During this period, residents are encouraged to develop relationships with faculty and observe various research laboratories. This exposure introduces residents to the various investigators and research being conducted in the department laboratories and allows them to begin to select the laboratory and investigator that best fits their areas of interest. Research rotations are scheduled in the R-4 year.

Fourth Year: Otolaryngology (PGY-4)
Fourth-year residents assume increasing reponsibility in the care of patients before, during, and after surgery. They assist the chief residents and faculty in many operations, and perform operations of intermediate complexity under close faculty supervision. Residents directly supervise the senior medical students (clinical clerks). They prepare and deliver presentations on subjects related to hospitalized patients, and continue to work on research projects. It is during this year that residents will have 6 months to primarily focus on personal research objectives.

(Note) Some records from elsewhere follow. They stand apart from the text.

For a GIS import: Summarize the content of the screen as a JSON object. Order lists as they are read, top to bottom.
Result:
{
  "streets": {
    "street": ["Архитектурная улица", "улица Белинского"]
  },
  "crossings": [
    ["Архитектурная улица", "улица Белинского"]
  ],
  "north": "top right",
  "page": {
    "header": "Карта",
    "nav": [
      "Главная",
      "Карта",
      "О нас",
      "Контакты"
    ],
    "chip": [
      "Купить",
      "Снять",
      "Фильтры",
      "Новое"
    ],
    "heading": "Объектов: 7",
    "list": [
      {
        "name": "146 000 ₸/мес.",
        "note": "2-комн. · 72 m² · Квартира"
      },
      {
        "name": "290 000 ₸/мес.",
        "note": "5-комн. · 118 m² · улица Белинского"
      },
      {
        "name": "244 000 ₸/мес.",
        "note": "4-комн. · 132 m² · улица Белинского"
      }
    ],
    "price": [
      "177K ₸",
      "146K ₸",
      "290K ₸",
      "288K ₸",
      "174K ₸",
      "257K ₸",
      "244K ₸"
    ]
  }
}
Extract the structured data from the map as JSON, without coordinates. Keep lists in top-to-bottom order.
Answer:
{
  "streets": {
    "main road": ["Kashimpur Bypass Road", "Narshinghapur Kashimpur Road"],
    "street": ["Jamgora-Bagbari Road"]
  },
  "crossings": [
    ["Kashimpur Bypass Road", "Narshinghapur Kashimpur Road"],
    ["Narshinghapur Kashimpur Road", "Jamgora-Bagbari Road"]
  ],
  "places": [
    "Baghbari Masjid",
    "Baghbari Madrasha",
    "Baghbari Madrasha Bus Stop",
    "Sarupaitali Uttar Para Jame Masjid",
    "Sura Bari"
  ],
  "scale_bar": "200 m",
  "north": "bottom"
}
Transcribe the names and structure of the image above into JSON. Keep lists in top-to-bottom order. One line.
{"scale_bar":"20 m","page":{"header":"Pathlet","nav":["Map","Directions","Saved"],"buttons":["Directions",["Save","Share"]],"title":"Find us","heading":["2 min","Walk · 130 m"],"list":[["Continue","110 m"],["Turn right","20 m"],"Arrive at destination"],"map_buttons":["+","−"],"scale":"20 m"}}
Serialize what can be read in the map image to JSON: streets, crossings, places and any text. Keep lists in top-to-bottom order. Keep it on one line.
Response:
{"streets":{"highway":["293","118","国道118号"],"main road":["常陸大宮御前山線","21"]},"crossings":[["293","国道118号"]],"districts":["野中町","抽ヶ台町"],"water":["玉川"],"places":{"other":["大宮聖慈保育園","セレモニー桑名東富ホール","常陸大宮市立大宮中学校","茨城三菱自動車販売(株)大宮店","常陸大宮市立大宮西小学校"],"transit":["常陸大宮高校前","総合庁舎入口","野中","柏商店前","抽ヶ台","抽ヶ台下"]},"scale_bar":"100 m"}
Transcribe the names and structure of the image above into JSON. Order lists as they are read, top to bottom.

Fifth Year: Otolaryngology Chief Resident (PGY-5)
This year is one of advanced responsibility. Residents conduct daily rounds and see all pre- and postoperative patients. Chief residents have definitive responsibility for the care of patients, including all aspects of preoperative and postoperative care, with consultation and assistance from the faculty. Chief residents supervise junior residents and medical students in the outpatient clinics (with faculty available as consultants).

Chief residents are expected to continue and complete research work that was previously initiated. Efforts are made to place papers on regional and national programs, and significant reports are submitted for publication.

Throughout the training years, limited but increasingly greater responsibilities for teaching, research and administration are assigned to residents in an effort to prepare them for academic careers.